Can we repeat that success in new areas of science, such as stem cell research? Many Americans assume that once the current restrictions on federal funding of embryonic stem cell research have been lifted, America will surge to the forefront. A quick glance at the field seems to bear that out.
· While Stanford granted 73 nonexclusive licenses in less than a year, WARF has awarded just 13 licenses in eight years under economic terms that many believe have slowed the sector's growth. [IPBiz notes that Fuller and Reeve NEGLECT to mention that research institutions working in this area do NOT need a license, because their actions will fall under the exemption of 35 USC 271(e)(1).]
· The ongoing political debate over the appropriate use of embryonic stem cells and the low level of government support have denied stem cell research the catalyst provided to biotechnology -- even as other countries are investing aggressively.[IPBiz notes that Fuller and Reeve neglect to point out that even WITH funding, scientists in other countries have not achieved the human SCNT claimed by Hwang in his FIRST paper published in the journal Science.]
· The entry of individual states into the breach left by the federal government has helped drive research activity. But it has also created a patchwork of regulations and funding levels that constrains research collaboration. [IPBiz notes that once states figure out what is going on in intellectual property, there probably will be RESEARCH collaboration.]
· Expensive and restrictive enabling patents, political controversy and the absence of federal research money, coupled with a long time to market, have made venture capitalists reluctant to invest.
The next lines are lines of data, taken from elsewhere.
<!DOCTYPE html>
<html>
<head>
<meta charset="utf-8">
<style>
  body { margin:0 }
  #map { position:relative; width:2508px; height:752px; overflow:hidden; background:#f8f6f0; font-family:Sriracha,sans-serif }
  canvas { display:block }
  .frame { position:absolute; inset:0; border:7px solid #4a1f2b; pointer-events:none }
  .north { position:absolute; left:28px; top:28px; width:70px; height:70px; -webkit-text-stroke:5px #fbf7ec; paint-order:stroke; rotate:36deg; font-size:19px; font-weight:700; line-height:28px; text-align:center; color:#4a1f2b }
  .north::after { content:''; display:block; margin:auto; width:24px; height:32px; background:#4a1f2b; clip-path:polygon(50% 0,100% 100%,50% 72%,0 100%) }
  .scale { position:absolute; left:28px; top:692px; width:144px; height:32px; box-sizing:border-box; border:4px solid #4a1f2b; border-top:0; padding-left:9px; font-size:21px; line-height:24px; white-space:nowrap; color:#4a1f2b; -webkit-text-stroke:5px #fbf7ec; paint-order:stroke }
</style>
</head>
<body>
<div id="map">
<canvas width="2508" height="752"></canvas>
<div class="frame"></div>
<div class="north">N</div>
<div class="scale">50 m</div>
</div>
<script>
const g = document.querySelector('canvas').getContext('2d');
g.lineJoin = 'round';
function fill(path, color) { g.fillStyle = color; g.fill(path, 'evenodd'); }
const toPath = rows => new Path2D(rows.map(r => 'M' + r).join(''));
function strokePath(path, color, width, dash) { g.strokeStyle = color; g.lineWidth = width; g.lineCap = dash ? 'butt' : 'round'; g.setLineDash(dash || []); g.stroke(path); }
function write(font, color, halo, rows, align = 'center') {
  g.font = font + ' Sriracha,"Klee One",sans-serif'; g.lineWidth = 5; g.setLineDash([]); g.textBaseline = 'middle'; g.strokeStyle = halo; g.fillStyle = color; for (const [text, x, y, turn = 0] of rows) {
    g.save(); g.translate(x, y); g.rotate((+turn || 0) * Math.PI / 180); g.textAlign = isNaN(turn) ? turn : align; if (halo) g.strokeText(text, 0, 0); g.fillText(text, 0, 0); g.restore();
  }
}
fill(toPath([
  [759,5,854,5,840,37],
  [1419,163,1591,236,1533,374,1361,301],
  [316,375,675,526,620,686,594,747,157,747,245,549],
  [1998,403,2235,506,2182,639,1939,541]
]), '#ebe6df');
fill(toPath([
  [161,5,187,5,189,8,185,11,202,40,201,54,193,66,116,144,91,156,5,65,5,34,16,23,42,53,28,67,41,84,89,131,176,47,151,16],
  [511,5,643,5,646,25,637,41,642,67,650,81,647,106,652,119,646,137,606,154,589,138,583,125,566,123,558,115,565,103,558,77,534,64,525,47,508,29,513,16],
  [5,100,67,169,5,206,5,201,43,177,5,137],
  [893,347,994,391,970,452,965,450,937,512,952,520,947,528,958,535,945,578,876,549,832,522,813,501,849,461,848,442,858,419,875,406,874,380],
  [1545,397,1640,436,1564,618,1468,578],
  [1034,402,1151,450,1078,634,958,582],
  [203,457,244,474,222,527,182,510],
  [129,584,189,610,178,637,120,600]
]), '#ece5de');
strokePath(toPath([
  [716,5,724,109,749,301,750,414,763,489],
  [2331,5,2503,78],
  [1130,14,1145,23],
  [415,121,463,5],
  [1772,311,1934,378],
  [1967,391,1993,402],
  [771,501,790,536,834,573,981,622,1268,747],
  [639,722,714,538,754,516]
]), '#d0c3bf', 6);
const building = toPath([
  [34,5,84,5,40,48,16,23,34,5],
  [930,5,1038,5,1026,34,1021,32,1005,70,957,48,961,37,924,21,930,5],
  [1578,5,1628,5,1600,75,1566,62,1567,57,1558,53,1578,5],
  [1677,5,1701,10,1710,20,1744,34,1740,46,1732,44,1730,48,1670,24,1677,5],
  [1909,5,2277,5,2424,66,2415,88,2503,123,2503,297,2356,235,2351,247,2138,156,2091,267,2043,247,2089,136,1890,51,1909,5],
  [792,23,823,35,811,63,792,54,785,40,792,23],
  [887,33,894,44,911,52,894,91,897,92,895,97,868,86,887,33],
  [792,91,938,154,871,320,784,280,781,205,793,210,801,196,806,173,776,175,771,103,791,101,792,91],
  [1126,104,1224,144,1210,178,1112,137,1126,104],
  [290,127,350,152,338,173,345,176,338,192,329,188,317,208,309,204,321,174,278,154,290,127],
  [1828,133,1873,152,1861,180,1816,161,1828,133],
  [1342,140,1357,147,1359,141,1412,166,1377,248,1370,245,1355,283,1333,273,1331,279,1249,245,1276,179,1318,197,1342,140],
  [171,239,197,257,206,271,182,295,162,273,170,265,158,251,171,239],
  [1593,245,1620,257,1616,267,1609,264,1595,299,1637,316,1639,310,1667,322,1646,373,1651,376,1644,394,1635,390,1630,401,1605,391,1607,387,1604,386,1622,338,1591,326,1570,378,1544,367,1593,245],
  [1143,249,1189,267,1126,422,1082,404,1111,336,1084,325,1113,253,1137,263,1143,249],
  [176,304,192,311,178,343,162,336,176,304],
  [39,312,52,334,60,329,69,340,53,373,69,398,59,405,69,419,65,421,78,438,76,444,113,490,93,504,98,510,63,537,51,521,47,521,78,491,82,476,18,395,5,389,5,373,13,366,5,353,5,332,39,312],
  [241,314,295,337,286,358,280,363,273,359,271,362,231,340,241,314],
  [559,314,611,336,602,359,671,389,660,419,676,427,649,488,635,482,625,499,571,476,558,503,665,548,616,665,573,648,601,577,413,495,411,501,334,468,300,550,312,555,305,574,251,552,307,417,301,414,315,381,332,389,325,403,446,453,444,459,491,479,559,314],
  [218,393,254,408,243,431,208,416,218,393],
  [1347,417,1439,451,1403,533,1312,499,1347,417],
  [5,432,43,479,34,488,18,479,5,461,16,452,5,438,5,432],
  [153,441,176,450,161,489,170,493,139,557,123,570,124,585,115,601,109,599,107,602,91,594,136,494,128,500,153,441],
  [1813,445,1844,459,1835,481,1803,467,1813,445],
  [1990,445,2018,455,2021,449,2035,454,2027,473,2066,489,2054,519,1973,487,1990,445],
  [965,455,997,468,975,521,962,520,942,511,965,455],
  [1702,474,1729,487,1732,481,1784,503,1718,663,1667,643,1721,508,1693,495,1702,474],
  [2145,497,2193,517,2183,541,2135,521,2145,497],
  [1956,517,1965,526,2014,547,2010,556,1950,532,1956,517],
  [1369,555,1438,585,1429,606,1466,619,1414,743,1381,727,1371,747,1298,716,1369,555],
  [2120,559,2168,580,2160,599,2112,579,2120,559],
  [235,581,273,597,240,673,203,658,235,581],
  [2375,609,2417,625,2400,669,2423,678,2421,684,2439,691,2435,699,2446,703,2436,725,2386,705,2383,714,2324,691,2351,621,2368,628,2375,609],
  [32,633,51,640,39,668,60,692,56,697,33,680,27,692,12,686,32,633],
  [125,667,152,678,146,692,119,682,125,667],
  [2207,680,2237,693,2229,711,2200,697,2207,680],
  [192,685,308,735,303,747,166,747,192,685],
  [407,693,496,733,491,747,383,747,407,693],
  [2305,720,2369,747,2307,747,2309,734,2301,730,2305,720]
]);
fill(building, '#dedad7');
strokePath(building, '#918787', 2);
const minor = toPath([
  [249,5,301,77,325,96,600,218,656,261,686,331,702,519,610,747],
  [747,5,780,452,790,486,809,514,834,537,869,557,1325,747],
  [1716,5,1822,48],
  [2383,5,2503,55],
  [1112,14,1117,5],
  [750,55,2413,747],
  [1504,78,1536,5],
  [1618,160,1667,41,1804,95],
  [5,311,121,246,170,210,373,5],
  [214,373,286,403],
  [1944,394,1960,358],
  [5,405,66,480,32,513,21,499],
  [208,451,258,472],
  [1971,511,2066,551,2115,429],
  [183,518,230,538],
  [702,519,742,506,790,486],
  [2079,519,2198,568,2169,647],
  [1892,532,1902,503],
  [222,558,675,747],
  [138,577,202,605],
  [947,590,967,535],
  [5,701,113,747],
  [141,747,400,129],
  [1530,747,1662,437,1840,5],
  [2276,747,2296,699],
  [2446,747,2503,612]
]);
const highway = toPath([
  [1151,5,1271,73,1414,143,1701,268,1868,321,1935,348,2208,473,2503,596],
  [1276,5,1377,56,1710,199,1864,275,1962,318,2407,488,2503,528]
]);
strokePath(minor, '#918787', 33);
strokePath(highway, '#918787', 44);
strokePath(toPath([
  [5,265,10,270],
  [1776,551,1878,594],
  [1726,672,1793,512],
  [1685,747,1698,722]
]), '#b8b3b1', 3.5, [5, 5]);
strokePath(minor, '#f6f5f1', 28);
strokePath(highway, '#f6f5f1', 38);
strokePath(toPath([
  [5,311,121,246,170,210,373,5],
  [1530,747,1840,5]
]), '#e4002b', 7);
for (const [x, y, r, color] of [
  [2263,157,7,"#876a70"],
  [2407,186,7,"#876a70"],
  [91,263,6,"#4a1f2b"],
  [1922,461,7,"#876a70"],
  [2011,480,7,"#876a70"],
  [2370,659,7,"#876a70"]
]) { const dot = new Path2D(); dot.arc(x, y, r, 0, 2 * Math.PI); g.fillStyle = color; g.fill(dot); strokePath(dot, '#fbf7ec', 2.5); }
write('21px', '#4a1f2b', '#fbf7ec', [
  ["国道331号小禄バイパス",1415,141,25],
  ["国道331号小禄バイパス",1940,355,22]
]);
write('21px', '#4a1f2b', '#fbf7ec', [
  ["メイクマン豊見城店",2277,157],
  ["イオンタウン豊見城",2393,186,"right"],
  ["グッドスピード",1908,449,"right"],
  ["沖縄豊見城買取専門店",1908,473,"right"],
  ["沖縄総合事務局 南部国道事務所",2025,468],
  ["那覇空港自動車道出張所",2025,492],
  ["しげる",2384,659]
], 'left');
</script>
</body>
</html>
In 2005, just over $100 million in venture capital went to stem cell ventures, compared with $500 million in biotech ventures at an equivalent stage. [IPBiz suspects that VCs are avoiding this area because there is a low probability of payout in the ten year future.]
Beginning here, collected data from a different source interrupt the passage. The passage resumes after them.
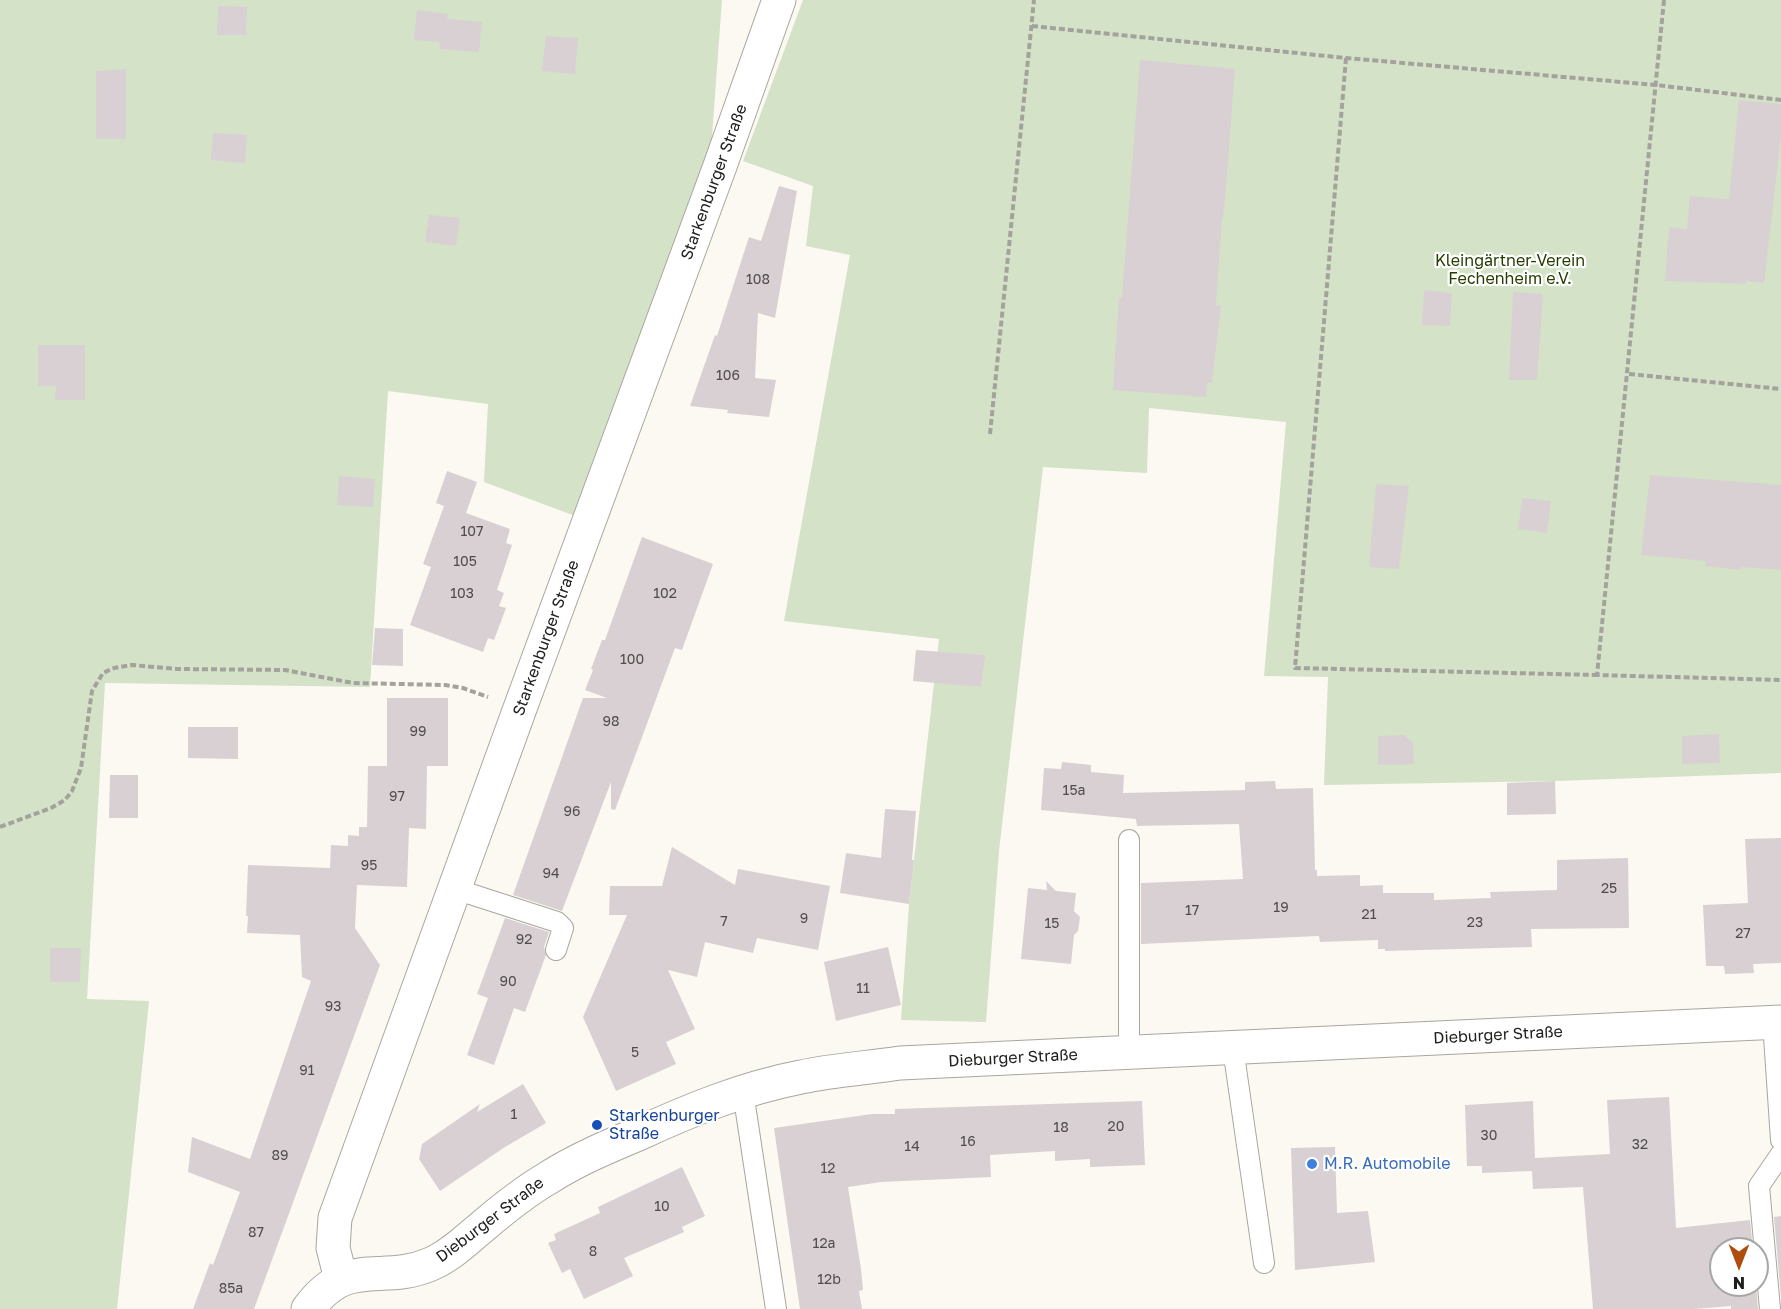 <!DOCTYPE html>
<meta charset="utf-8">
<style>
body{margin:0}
#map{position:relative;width:1781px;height:1309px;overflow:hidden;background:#fbf9f1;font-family:"Golos Text",sans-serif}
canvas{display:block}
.north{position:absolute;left:1709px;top:1237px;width:60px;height:60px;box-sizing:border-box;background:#fff;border:2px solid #a6a6a5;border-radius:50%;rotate:180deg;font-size:16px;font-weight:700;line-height:24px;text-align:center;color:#21201e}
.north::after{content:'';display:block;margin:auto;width:21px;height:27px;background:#af4e0c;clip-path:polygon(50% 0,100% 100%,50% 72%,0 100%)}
</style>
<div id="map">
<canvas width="1781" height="1309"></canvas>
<div class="north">N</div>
</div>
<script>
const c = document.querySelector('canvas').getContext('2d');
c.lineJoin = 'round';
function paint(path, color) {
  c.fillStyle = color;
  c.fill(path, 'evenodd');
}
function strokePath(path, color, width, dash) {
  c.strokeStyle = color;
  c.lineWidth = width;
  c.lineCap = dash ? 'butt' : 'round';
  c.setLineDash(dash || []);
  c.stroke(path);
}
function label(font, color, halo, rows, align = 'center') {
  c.font = font + ' "Golos Text",sans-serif';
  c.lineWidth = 4.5;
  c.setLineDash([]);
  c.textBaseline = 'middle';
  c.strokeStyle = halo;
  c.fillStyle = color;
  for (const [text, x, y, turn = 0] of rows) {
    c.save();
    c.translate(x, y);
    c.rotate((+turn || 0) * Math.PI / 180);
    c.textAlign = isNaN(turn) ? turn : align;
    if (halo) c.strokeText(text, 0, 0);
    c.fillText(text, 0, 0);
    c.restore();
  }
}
const green = new Path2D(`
 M0 0H722L711 150 578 517 484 482 488 404 388 391 370 687 105 683 87 999 149 1001 117 1309H0Z
 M803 0H1781V773L1555 781 1324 785 1328 677 1264 676 1286 422 1149 408 1147 473 1043 467 999 851 986 1022 901 1020 909 904 939 639 784 621 850 255 806 246 813 186 743 161Z`);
const building = new Path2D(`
 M218 6 247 7 246 35H217Z
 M417 10 448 14 447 19 482 22 479 52 439 49 440 42 414 40Z
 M546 36 578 38 575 74 542 71Z
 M1140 60 1235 69 1226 187 1223 218H1222L1216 305 1221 306 1212 383H1207L1206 397 1113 390 1119 297 1122 298Z
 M126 69V139H96V71Z
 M1739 100 1781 104V136L1764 283 1746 281V284L1665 281 1669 227 1687 229 1690 196 1729 199Z
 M213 133 247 135 245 163 211 160Z
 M779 186 797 191 775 318 758 313 755 378 776 380 769 417 727 413 728 410 690 406 715 335 717 336 749 237 761 241Z
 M429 215 460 218 456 246 425 242Z
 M1424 290 1452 293 1450 326 1422 325Z
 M1513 292 1543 294 1537 380H1509Z
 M38 345H85V400H55L56 386H38Z
 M447 471 477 482 466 513 510 529 506 543 512 545 497 590 504 593 499 606 506 608 494 640 488 638 483 652 410 625 431 567 423 564 444 506 436 503Z
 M1650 475 1781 485V570L1740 567V570L1705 566 1706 561 1641 555Z
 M339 476 375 479 373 507 337 505Z
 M1376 484 1409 486 1399 569 1369 567Z
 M1522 498 1551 501 1547 533 1518 529Z
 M642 537 713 564 682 650 675 648 615 810 611 809V782L562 911 513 895 583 698H607L585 690 593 670 591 669 602 640H605Z
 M375 628 403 629V666L372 665Z
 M916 650 985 655 981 687 913 681Z
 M387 698H448V766H427L426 829 409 828 407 887 357 885 355 928 380 965 254 1309H193L210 1263 213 1265 240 1192 188 1172 192 1137 250 1159 311 981 302 977 300 935 247 933 248 916H246L248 865 330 868 331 845 348 846V835L359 836V827H367L368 766H387Z
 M188 727H238V759L188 758Z
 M1719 734 1720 763 1682 764V736Z
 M1404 735 1413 743 1414 764 1378 765V736Z
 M1062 762 1091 765V772L1124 775 1123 793 1245 790V782L1275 781 1276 789 1313 788 1315 870H1317V876L1360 875V886L1383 885V893H1434V900L1491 898 1490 892 1557 890V860L1628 858 1629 928 1531 929 1532 947 1385 951V949H1378V940L1320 942 1319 936 1141 944V883L1243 879 1239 824 1137 826 1136 819 1041 810 1044 768 1061 769Z
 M110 775H138V818H109Z
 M1555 781 1556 814 1507 815V783Z
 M885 809 916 811 912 860H914L909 904 840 893 846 853 881 858Z
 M1781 838V963L1753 964 1754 973 1725 974 1724 966H1706L1703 905 1748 903 1745 839Z
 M672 847 735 885 738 869 830 886 818 950 757 938 753 953 705 942 697 977 668 970 695 1029 666 1042 676 1064 616 1091 583 1017 627 915H609L610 886H662Z
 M1046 881 1056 891 1076 893 1074 911 1080 917 1078 931 1074 935 1071 964 1021 959 1028 888 1047 890Z
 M505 918 549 932 544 947 546 955 525 1012 514 1008 494 1065 467 1055 488 998 477 994Z
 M888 947 901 1005 836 1021 824 962Z
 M50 948H81L80 982H50Z
 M523 1084 546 1123 505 1147 440 1191 419 1159 422 1144 480 1104 477 1112Z
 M1669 1097 1676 1228 1750 1220 1753 1249H1721V1285H1756L1758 1309H1731V1306L1694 1309H1593L1583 1187 1533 1189 1532 1171 1482 1173V1166H1467L1465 1105 1533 1101 1535 1158 1610 1154 1607 1100Z
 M1142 1101 1145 1165 1090 1167V1159L1055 1161V1151L990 1155 991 1177 881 1182 848 1187 861 1269 863 1290 859 1291 862 1309H800L774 1128 872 1114H895V1109Z
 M1335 1147 1337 1213 1368 1211 1375 1262 1295 1270 1291 1148Z
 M682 1167 705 1216 682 1227 684 1232 624 1258 633 1276 584 1299 570 1269 562 1273 548 1243 556 1240 554 1234 600 1213 598 1207Z
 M1781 1216V1297L1774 1217Z`);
const path = new Path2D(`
 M1664 0 1597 675 1781 680
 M1032 26 1346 58 1656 85 1781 100
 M1346 58 1295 668 1597 675
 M1629 374 1781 389
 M990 434 1034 0
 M0 827 51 808 65 800 72 791 81 768 92 691 103 673 114 668 132 665 177 669 285 670 353 683 445 685 463 688 488 697`);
const lane = new Path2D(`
 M1129 840V1053
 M455 889 557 922 563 928 556 950
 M1773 1022 1781 1140
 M1233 1048 1264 1263
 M743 1092 776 1309
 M1770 1309 1759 1186 1781 1154`);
const street = new Path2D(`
 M341 1279 333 1248 335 1218 519 711 720 166 779 0`);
const secondary = new Path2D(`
 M308 1309C349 1254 380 1286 431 1264 450 1256 466 1240 482 1227 503 1209 524 1192 548 1178 576 1160 607 1147 638 1134 690 1110 744 1088 801 1077 833 1070 867 1068 900 1063L1781 1022`);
const markers = [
 [597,1125,6,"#1a4fb4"],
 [1312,1164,6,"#3f7fe0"]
];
const numberNames = [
 ["108",758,280],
 ["106",728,376],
 ["107",472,532],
 ["105",465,562],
 ["103",462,594],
 ["102",665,594],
 ["100",632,660],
 ["98",611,722],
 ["99",418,732],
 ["15a",1074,791],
 ["97",397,797],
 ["96",572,812],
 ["95",369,866],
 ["94",551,874],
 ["25",1609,889],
 ["19",1281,908],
 ["17",1192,911],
 ["21",1369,915],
 ["9",804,919],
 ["7",724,922],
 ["23",1475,923],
 ["15",1052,924],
 ["27",1743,934],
 ["92",524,940],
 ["90",508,982],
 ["11",863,989],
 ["93",333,1007],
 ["5",635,1053],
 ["91",307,1071],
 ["1",514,1115],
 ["20",1116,1127],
 ["18",1061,1128],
 ["30",1489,1136],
 ["16",968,1142],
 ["32",1640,1145],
 ["14",912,1147],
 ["89",280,1156],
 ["12",828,1169],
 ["10",662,1207],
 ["87",256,1233],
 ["12a",824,1244],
 ["8",593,1252],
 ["12b",829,1280],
 ["85a",231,1289]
];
const streetNames = [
 ["Starkenburger Straße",714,182,-70],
 ["Starkenburger Straße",546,638,-70],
 ["Dieburger Straße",1498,1035,-3],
 ["Dieburger Straße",1013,1058,-3],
 ["Dieburger Straße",490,1220,-37]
];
const parkNames = [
 ["Kleingärtner-Verein",1510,261],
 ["Fechenheim e.V.",1510,279]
];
const transitNames = [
 ["Starkenburger",609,1116],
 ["Straße",609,1134]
];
const shopNames = [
 ["M.R. Automobile",1324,1164]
];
paint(green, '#d4e2c8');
paint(building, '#d9d0d3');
strokePath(lane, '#a8a69e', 22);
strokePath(street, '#a8a69e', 35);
strokePath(secondary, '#a8a69e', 35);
strokePath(path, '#a4a29c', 4, [6, 3]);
strokePath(lane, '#fff', 20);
strokePath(street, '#fff', 33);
strokePath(secondary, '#fff', 33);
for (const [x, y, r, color] of markers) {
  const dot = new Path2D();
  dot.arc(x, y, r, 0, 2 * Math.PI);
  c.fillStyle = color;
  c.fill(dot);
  strokePath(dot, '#fff', 2);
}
label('14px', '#4f4c4b', null, numberNames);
label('16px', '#21201e', '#fff', streetNames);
label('16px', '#253e00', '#fff', parkNames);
label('16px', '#164399', '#fff', transitNames, 'left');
label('16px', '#366cbe', '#fff', shopNames, 'left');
</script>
· Constraining federal research support to a selected area -- such as certain cell types and lines -- is not a sensible research policy. Advances with stem cells from amniotic fluid and the pulp of baby teeth have been in the news recently, but as the authors of those studies point out, such cells, while promising, cannot take the place of embryonic cells. These restrictions divert valuable time and effort in a way that is not occurring in Britain or Singapore.
In short, the stem cell sector is at risk of experiencing a failure to launch at the national level. Yes, some progress is being made: WARF has just revised some of its licensing policies; venture capital activity has picked up recently; and academic research and clinical centers, disease foundations and patient-advocacy groups are adopting a more aggressive stance in breaking down existing barriers. But will this be enough? Or will foreign governments, using America's biotech success as a model, systematically encourage the development of stem cell research and, not satisfied with emulating our competitive performance, succeed in outstripping us?
IPBiz notes the old "foreigners will beat us" scare story. American aviation "survived" the patent of the Wright Brothers, and American electronics "survived" the patents on the integrated circuit. The foreigners have had a tremendous head start on human SCNT and have come up with zero.